The incident took place Sept. 2, during a drive along Red River, New Mexico, following a trail that Jerry Greenough, 63, traditionally took during his many “guy” trips in the past with his son-in-law, Tony Kerley. The only way this time was different than the other 40 times he had made the drive was the fact that Greenough’s twin grandsons, Austyn and Tyler, had also tagged along for the first time. Tyler was travelling with his father in the first jeep on the second day of the trip, while Austyn was in another vehicle behind them, driven by Greenough, when tragedy struck.

The second jeep caught on a rock and as Austyn and Greenough waited for a response from Tony after radioing him for help, the wheels of the stuck vehicle slipped off the trail and they fell down the mountain.

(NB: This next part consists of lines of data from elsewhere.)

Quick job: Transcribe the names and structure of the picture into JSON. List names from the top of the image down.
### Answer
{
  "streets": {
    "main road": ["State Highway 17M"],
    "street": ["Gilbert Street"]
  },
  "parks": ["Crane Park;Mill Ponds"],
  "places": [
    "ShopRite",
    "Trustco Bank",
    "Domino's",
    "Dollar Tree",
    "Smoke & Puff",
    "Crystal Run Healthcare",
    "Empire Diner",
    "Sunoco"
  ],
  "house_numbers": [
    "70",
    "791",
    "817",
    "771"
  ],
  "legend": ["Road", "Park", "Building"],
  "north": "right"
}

“About that time, [my husband] looked in the rearview mirror, and my dad’s Jeep was gone,” Amanda told NBC News. “He said his stomach just fell. He said he actually heard, just the trees crashing, and the rocks flying and my dad’s Jeep rolling.”

At one point during the plunge, both Austyn and his grandfather were evicted from the vehicle and it was at that point that Greenough embraced his grandson in a tight embrace, assuring him that he would not let anything to happen to him as they rolled down the mountain and he endured most of the blows. Greenough died on the mountain, while his grandson survived.

“He was so calm and peaceful the whole way down so that my son would not be scared,” Amanda said. “My dad was a selfless man. He always said he would protect us … and he really did,” she added.

However, Austyn did not escape the ordeal unhurt. The list of his injuries included internal bleeding, a collapsed lung, broken ribs, spinal fractures, a lacerated pancreas and liver, a broken clavicle and a ruptured spleen. Even as he was airlifted to University New Mexico Hospital in Albuquerque, Austyn lost 40 percent of his blood and suffered from respiratory failure twice.

Amanda, who flew from their home in Oklahoma to Albuquerque as quickly as she could, described the horrific moment when she saw Austyn for the first time after the accident.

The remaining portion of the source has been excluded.